Amid accelerating biodiversity loss and rising socio-environmental pressures in the Amazon, building effective socio-bioeconomic solutions requires collaborative structures that bridge science, innovation, local knowledge, and community engagement. This paper examines the contributions of nexBio Amazônia, a Brazil–Switzerland bilateral training program (2023–2025) designed for early-stage startups, researchers, innovation practitioners, and other stakeholders dedicated to biodiversity-oriented entrepreneurship. With its second edition now completed, the program offers timely insights into how structured capacity-building can foster inclusive, intersectoral collaboration for sustainable development.
Using a mixed-methods approach (participant observation, program evaluation data, alumni and local community and ERI actors interviews), we analyze how the program mobilizes community participation and cross-sector partnerships to strengthen science–innovation–action interfaces. Three findings stand out.

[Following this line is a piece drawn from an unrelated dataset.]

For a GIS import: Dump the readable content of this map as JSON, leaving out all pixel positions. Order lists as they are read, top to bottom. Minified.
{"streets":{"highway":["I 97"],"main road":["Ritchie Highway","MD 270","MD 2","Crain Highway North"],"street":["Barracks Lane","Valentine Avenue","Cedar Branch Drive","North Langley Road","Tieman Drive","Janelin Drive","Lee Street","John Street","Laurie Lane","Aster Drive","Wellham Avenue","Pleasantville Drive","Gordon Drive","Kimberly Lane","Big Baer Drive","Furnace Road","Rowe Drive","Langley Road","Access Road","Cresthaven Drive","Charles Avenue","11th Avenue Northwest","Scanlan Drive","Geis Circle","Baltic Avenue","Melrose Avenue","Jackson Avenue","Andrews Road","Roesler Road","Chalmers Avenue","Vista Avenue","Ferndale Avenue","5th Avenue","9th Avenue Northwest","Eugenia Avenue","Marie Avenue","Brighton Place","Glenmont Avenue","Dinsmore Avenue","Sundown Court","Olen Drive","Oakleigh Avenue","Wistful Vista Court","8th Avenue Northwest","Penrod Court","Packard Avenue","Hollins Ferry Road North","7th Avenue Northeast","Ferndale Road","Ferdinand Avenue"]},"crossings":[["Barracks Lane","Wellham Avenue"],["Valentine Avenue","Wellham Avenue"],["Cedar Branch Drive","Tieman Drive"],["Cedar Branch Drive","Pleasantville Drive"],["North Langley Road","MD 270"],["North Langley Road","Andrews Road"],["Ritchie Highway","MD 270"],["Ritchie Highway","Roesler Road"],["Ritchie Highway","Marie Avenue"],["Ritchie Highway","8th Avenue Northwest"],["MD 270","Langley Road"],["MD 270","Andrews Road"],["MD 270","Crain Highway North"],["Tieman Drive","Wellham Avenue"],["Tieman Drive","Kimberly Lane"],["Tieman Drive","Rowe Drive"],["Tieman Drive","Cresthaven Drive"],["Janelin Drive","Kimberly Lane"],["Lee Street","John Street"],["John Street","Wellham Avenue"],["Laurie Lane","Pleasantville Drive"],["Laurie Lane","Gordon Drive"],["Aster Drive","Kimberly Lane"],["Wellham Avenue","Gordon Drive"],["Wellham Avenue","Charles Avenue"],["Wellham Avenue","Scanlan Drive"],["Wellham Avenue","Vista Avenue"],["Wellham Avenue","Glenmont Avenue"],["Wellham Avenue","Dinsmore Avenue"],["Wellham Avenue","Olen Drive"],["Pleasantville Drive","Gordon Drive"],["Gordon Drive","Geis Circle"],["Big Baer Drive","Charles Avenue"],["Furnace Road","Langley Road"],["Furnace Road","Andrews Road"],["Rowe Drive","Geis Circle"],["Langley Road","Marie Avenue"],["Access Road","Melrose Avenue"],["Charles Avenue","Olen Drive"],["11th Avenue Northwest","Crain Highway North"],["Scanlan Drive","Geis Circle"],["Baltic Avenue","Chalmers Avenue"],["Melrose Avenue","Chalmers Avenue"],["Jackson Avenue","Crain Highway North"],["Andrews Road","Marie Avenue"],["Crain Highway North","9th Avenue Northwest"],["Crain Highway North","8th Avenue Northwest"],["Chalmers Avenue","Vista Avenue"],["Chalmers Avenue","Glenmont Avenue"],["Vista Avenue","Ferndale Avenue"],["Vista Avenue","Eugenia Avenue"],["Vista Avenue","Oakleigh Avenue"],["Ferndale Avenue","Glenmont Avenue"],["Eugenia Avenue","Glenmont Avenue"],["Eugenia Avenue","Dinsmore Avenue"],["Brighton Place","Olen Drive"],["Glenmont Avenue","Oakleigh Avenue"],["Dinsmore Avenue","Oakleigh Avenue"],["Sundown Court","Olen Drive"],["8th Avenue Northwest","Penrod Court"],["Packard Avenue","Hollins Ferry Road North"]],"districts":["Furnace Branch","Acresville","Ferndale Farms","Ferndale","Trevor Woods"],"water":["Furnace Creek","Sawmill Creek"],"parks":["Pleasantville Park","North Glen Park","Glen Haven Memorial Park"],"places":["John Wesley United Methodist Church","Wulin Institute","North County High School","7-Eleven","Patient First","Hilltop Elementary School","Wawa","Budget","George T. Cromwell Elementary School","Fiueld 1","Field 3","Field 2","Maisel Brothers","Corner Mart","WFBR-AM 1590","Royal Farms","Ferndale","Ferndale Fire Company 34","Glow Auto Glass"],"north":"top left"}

First, it embeds co-design practices into its training model, enabling participants to refine problem/questions, evidence needs, and solution concepts together with Indigenous and traditional communities. This shifts community members from end-users or beneficiaries to active partners in shaping priorities and pathways.
Second, nexBio Amazônia supports reciprocal knowledge exchange, integrating scientific evidence with traditional and experiential insights to generate contextually relevant outputs such as productive inclusion, biodiversity-based value chains, and territorial development proposals. Its bilateral structure helps participants navigate common North–South asymmetries, fostering more ethical and balanced collaborations.
Third, the program enhances ecosystem connectivity by linking community actors with universities, incubators, policy institutions, and funding agencies, creating enabling conditions for sustained participation and post-program continuity.
The analysis also identifies key challenges: fragmented funding cycles that undermine long-term community partnerships, regulatory uncertainties affecting biodiversity-based ventures, and limited institutional mechanisms to maintain intersectoral collaboration once training ends. Looking forward, we argue for long-term funding commitments, improved alignment between innovation business strategies and territorial priorities, and dedicated structures to anchor community participation beyond project timelines.
Keywords: Amazon; socio-bioeconomy; biodiversity; intersectoral collaboration; bilateral training; co-design; traditional knowledge; sustainable entrepreneurship; science-innovation-action interface; long-term partnerships; North–South collaboration; innovation.